• _Problem details_
Report the number of lines in these entries that contain "Mühlenstraße". Write only the number.

(Supplied data)

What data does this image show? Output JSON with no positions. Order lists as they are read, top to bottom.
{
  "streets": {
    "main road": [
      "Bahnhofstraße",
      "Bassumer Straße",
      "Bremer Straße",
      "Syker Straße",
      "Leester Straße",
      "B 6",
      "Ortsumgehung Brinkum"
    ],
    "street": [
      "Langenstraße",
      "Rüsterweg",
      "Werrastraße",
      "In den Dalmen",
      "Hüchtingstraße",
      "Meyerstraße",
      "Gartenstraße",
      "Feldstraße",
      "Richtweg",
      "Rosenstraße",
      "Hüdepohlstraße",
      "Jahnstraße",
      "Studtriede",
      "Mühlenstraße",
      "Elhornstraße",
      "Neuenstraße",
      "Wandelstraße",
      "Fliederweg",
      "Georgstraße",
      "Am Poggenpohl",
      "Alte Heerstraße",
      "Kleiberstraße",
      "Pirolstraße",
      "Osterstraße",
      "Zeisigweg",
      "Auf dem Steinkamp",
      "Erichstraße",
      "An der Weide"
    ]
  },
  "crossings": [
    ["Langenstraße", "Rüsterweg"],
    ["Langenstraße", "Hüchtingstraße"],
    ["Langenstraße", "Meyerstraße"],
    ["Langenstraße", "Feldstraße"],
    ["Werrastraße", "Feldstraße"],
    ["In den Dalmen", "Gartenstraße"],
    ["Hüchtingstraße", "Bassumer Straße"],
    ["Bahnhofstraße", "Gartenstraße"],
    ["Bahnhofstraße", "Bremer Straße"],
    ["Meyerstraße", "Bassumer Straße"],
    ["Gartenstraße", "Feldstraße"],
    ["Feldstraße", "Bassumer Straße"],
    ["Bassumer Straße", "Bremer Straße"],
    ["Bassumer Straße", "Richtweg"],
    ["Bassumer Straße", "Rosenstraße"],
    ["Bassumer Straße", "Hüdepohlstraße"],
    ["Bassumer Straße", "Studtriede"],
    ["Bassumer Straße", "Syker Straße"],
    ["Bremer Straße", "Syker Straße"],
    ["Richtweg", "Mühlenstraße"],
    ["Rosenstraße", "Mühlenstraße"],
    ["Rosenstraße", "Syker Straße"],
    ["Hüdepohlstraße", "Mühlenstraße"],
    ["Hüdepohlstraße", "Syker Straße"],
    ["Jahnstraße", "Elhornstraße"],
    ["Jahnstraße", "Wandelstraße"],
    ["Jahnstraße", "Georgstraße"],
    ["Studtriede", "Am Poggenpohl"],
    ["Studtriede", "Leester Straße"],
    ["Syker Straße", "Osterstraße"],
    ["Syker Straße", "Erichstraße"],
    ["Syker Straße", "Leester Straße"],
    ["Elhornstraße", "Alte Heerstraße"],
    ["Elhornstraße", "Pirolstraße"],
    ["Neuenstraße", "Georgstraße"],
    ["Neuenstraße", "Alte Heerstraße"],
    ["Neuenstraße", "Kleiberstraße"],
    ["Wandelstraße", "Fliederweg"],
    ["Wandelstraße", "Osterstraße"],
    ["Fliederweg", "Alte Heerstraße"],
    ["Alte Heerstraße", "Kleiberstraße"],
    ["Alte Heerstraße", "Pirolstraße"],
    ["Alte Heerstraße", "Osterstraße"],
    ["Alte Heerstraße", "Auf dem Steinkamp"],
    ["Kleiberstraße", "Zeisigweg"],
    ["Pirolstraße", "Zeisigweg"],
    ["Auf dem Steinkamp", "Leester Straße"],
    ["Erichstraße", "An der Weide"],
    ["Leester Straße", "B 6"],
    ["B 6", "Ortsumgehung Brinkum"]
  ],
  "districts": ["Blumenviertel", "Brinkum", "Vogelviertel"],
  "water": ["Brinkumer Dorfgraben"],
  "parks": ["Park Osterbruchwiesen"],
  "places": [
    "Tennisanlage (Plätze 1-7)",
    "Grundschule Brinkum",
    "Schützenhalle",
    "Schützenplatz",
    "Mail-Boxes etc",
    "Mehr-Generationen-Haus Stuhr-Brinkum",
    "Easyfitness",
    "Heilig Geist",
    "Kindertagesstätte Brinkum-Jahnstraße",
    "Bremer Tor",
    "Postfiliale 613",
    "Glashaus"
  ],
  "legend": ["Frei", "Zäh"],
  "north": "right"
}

(End Supplied data)

• _Solution below_
4